*** RECORD EXCERPTS ***
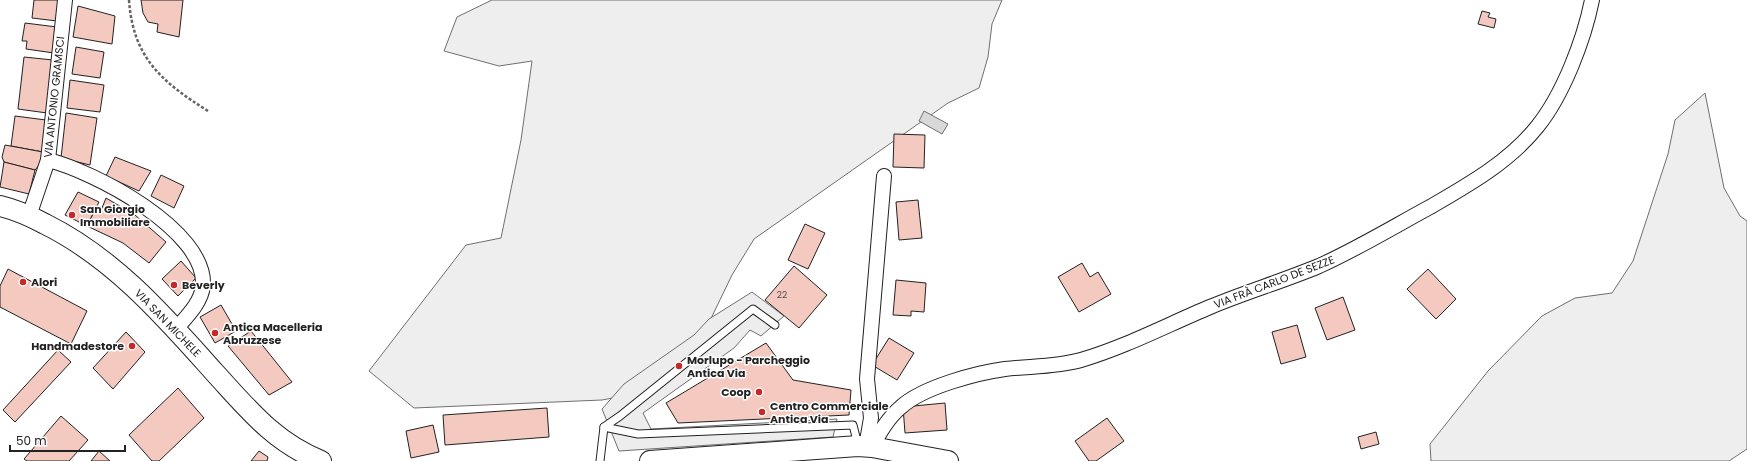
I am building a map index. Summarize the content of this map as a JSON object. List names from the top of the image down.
{
  "streets": {
    "main road": ["VIA SAN MICHELE"],
    "street": ["VIA ANTONIO GRAMSCI", "VIA FRÀ CARLO DE SEZZE"]
  },
  "crossings": [
    ["VIA ANTONIO GRAMSCI", "VIA SAN MICHELE"]
  ],
  "places": [
    "San Giorgio Immobiliare",
    "Alori",
    "Beverly",
    "Antica Macelleria Abruzzese",
    "Handmadestore",
    "Morlupo - Parcheggio Antica Via",
    "Coop",
    "Centro Commerciale Antica Via"
  ],
  "house_numbers": ["22"],
  "scale_bar": "50 m"
}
*** End of RECORD EXCERPTS ***
Repeat every line above precisely; pictures do not belong in the copy.

I am building a map index. Summarize the content of this map as a JSON object. List names from the top of the image down.
{
  "streets": {
    "main road": ["VIA SAN MICHELE"],
    "street": ["VIA ANTONIO GRAMSCI", "VIA FRÀ CARLO DE SEZZE"]
  },
  "crossings": [
    ["VIA ANTONIO GRAMSCI", "VIA SAN MICHELE"]
  ],
  "places": [
    "San Giorgio Immobiliare",
    "Alori",
    "Beverly",
    "Antica Macelleria Abruzzese",
    "Handmadestore",
    "Morlupo - Parcheggio Antica Via",
    "Coop",
    "Centro Commerciale Antica Via"
  ],
  "house_numbers": ["22"],
  "scale_bar": "50 m"
}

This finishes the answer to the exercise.